3. Dans sa requête introductive de l'instance d'appel présentée le 9 septembre 2020, Mme A s'est bornée à soutenir que " le tribunal administratif de La Réunion a procédé à une qualification juridique des faits inexacts en considérant que les éléments de fait qui lui étaient soumis n'étaient pas constitutifs de harcèlement moral " et que " une telle qualification ne pouvait que s'imposer eu égard aux circonstances très particulières dans lesquelles ces éléments de fait intervenaient ". Ce faisant, Mme A ne met pas le juge d'appel en mesure d'apprécier les erreurs que le tribunal aurait commises en rejetant sa demande. Dans ces conditions, sa requête est manifestement infondée et il y a lieu, dès lors, de la rejeter, en toutes ses conclusions, selon les dispositions précitées de l'article R. 222-1 du code de justice administrative.

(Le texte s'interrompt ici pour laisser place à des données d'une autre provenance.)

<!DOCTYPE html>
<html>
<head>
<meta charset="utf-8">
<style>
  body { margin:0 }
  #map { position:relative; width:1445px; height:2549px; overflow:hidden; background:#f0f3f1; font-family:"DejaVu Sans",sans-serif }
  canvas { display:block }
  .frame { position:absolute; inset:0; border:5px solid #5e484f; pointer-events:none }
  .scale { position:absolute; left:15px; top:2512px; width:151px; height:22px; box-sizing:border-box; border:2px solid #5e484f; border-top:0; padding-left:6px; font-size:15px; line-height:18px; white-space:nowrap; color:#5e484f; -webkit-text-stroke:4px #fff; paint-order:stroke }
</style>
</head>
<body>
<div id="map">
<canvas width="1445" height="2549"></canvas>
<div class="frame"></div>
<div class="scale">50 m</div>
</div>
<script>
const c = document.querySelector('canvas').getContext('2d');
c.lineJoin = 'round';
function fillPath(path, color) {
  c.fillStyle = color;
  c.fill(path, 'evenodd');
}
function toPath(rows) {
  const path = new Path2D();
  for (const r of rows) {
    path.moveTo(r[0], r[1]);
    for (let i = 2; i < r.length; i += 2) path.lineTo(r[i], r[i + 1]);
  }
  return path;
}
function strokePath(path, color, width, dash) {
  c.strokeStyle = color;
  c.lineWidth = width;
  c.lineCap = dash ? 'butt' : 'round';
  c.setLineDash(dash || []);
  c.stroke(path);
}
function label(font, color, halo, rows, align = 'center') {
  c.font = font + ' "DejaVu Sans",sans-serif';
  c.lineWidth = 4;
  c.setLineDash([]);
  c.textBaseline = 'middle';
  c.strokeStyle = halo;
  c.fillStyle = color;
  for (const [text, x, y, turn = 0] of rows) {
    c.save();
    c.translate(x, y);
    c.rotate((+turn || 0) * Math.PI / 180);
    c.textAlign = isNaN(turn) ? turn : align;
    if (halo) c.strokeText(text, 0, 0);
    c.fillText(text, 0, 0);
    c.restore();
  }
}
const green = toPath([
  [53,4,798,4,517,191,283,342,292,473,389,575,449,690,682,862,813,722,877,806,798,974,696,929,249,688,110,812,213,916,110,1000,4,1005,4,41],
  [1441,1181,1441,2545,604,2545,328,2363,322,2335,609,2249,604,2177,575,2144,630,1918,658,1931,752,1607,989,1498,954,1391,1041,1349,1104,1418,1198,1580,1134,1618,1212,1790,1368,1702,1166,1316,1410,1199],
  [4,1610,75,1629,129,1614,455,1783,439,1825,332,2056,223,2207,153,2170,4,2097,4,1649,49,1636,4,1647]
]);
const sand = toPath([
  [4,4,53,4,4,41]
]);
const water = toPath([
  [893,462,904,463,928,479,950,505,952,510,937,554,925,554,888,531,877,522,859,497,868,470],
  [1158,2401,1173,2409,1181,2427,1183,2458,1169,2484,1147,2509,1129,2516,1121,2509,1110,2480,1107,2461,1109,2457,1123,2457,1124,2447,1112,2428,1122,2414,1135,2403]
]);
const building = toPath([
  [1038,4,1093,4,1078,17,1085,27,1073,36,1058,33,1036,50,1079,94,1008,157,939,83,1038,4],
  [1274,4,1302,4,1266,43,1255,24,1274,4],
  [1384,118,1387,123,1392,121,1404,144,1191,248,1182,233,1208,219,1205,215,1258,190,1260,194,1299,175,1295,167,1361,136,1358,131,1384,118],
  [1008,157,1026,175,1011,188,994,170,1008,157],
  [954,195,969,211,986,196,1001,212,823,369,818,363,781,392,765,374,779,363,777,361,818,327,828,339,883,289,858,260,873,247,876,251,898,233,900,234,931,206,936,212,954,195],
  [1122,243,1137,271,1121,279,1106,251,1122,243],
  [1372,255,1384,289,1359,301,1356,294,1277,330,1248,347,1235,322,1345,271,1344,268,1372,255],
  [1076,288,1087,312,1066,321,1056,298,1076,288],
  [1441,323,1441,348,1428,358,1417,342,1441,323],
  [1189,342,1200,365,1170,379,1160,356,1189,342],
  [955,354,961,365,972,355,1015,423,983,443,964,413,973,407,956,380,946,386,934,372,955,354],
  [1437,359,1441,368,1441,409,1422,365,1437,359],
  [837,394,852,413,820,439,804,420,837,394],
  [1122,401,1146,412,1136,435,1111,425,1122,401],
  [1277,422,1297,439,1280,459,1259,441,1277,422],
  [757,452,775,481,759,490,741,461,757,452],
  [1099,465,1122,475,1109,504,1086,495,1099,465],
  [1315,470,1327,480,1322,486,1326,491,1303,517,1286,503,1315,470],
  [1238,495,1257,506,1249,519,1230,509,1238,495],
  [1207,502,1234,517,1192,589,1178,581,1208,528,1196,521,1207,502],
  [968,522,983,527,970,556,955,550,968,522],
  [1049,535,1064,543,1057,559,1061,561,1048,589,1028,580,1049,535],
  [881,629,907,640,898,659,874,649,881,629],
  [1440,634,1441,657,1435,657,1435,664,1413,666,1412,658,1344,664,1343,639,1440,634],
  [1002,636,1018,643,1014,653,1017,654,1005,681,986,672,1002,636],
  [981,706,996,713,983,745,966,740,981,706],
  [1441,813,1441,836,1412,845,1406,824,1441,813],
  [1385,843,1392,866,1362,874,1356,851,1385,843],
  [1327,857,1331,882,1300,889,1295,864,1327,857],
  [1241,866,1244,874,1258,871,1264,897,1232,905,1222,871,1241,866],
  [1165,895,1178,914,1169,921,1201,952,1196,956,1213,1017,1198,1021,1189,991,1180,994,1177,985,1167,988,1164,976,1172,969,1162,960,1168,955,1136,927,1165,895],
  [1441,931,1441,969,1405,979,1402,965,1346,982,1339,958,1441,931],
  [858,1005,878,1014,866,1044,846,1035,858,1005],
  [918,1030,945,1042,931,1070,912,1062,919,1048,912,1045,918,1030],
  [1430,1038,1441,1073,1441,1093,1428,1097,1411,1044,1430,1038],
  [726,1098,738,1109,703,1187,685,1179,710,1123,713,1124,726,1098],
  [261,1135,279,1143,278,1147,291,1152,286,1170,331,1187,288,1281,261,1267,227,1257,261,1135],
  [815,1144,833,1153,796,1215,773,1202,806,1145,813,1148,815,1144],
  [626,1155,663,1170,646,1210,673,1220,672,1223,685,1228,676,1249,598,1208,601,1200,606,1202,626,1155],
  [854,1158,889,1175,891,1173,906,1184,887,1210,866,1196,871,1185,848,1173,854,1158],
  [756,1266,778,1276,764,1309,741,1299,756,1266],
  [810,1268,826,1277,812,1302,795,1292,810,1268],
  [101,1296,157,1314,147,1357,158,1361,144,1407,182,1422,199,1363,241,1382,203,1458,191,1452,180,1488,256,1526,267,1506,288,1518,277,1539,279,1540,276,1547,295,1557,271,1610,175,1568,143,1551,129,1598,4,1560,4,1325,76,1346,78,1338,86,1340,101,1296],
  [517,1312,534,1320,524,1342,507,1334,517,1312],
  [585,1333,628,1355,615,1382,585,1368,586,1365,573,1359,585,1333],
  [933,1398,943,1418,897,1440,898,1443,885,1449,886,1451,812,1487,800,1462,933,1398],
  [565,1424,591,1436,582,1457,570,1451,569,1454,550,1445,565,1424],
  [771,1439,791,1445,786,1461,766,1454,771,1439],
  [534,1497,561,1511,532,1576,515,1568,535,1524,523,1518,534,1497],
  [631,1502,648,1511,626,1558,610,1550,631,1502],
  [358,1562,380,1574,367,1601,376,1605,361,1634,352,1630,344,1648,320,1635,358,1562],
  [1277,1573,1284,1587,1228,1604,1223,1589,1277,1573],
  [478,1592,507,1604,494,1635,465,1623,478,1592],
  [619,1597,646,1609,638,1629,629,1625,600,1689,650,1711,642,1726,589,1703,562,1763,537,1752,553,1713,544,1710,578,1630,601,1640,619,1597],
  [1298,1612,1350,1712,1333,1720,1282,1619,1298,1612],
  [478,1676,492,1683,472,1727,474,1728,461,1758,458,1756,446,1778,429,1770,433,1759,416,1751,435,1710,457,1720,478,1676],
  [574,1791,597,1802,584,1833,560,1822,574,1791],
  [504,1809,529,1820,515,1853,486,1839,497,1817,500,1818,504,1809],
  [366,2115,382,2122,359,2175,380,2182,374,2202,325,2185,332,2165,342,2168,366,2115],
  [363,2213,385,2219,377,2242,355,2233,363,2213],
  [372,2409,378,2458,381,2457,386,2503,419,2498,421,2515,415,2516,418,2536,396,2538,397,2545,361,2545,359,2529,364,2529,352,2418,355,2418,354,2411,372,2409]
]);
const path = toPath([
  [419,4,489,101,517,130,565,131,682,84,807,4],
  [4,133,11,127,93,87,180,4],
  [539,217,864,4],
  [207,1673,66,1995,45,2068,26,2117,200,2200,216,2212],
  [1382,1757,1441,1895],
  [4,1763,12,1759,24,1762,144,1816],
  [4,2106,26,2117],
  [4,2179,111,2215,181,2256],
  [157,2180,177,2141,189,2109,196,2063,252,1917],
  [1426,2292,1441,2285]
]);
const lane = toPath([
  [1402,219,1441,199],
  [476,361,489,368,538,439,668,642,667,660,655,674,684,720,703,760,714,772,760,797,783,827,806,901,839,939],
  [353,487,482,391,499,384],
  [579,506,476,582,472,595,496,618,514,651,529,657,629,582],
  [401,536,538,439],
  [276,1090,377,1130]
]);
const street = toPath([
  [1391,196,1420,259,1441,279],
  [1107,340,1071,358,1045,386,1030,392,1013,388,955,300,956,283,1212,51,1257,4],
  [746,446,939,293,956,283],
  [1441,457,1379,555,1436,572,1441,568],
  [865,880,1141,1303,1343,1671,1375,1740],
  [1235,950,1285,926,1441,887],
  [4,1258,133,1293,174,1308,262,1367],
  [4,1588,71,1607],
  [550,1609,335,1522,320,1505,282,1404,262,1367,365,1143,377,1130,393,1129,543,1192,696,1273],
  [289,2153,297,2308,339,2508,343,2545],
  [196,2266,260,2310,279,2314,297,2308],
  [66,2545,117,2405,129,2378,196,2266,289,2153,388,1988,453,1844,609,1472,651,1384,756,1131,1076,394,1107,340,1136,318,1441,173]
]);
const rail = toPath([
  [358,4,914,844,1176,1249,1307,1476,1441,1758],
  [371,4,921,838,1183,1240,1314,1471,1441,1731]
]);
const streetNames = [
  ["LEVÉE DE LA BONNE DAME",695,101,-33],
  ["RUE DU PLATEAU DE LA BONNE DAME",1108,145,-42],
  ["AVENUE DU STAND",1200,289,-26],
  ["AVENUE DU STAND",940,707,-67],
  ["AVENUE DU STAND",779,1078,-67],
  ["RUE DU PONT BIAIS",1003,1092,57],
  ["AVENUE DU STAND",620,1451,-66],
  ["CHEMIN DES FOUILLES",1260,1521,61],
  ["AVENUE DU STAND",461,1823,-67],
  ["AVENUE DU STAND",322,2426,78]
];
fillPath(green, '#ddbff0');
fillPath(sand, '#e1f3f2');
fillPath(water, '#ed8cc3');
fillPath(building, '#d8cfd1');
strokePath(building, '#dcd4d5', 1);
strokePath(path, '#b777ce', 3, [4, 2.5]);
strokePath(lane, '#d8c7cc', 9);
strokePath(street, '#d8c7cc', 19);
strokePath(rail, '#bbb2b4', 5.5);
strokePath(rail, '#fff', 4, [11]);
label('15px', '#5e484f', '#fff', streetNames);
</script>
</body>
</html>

4. Dans les circonstances de l'espèce, il n'y a pas lieu de faire droit aux conclusions de la région La Réunion tendant à ce que Mme A lui verse une somme au titre des dispositions de l'article L. 761-1 du code de justice administrative.

ORDONNE

Article 1er : La requête n° 20BX03076 de Mme A est rejetée.

Article 2 : Les conclusions de la région La Réunion présentées au titre des dispositions de l'article L. 761-1 du code de justice administrative sont rejetées.

Article 3 : La présente ordonnance sera notifiée à Mme B A et à la région La Réunion.

Fait à Bordeaux le 21 septembre 2022.

Le président de la 2ème chambre bis

Frédéric Faïck

La République mande et ordonne au préfet de La Réunion en ce qui le concerne, et à tous commissaires de justice à ce requis, en ce qui concerne les voies de droit commun contre les parties privées, de pourvoir à l'exécution de la présente décision.